* Task item
Look through the entries below and say how many lines contain the string "align". Give the number only.

* Records shown
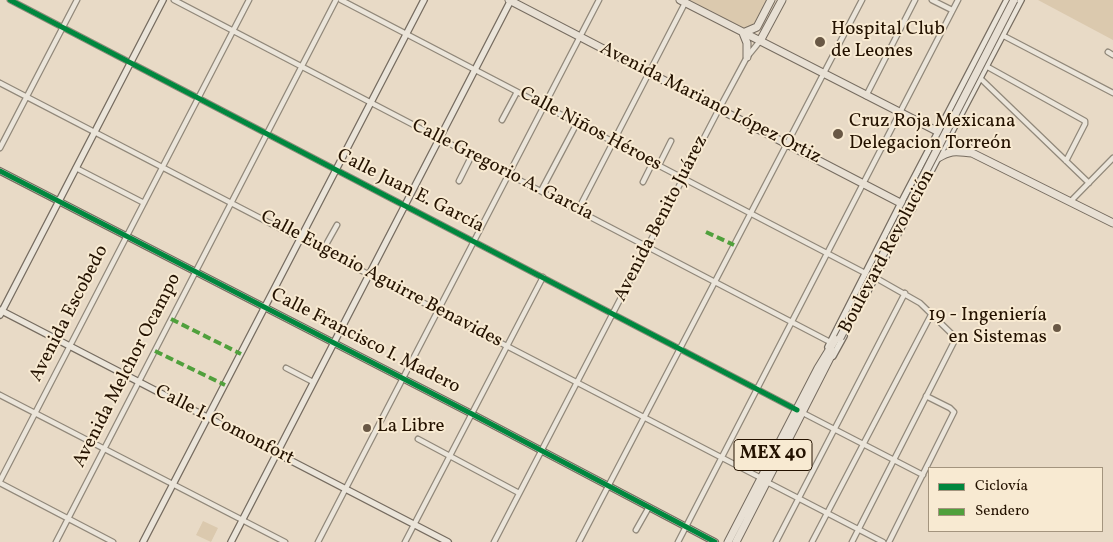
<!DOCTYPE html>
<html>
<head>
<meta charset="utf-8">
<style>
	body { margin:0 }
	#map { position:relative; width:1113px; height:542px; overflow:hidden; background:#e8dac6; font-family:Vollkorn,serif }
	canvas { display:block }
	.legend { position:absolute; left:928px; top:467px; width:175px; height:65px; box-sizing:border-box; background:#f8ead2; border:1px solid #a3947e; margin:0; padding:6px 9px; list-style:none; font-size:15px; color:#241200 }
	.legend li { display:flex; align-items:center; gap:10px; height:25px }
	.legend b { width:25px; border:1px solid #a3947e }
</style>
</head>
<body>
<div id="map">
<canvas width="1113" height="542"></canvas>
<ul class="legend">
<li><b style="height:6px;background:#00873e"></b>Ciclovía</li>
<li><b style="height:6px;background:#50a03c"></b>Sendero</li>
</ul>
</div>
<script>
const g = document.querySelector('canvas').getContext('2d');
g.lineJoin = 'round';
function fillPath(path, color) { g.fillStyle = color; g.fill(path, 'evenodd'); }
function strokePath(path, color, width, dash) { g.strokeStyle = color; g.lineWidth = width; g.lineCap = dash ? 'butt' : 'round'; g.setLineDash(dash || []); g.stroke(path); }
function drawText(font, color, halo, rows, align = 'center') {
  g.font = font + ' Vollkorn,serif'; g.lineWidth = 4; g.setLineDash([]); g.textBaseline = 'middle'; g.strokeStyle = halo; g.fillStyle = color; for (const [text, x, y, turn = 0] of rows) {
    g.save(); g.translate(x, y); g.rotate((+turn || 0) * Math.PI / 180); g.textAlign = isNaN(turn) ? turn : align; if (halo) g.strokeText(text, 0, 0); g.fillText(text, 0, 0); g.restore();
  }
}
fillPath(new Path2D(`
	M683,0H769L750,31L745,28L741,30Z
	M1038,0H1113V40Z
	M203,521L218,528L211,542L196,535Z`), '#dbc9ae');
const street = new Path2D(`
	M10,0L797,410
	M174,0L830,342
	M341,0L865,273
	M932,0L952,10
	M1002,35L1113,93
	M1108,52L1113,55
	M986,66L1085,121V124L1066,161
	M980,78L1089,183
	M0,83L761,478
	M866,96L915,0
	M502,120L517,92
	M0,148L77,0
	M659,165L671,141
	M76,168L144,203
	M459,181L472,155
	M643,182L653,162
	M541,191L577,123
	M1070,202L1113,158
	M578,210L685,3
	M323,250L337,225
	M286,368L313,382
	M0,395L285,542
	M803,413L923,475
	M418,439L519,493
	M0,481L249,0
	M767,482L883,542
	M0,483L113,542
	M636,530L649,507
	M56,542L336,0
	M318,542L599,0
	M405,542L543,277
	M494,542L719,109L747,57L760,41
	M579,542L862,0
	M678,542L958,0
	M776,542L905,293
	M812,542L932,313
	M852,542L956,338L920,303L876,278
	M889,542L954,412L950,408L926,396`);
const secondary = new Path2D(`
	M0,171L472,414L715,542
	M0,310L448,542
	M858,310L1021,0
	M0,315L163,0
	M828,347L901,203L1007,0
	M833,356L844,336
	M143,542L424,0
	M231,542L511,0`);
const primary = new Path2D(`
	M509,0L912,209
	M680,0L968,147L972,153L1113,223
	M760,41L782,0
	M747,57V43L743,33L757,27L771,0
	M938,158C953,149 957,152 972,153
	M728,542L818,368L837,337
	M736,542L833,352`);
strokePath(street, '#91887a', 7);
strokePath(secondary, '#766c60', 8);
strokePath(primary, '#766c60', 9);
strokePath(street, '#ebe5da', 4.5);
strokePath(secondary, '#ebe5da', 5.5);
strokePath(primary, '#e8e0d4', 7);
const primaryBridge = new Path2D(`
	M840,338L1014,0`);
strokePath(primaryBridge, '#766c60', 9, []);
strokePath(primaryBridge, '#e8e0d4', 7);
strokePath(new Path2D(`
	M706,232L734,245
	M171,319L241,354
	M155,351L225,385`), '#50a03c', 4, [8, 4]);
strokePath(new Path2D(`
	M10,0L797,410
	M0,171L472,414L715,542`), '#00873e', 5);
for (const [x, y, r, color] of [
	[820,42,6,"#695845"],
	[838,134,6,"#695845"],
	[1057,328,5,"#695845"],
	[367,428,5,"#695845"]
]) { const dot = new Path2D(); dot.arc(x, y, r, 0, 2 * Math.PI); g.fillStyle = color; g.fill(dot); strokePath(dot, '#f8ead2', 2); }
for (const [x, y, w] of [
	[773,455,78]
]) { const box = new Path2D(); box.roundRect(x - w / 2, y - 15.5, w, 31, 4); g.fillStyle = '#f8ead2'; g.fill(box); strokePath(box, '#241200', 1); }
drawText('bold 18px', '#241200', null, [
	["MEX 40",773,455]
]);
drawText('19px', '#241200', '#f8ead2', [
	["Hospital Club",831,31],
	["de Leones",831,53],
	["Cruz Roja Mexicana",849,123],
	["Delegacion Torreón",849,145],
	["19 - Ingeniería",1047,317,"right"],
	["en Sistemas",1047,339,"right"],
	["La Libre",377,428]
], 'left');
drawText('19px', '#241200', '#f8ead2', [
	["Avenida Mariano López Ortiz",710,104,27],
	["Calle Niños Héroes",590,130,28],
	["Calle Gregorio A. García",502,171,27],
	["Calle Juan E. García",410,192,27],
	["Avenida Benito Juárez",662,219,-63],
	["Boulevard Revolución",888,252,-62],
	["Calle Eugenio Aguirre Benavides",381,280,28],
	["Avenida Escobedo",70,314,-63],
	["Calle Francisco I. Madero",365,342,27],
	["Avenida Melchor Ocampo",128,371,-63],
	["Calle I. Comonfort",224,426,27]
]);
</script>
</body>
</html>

* Task response
3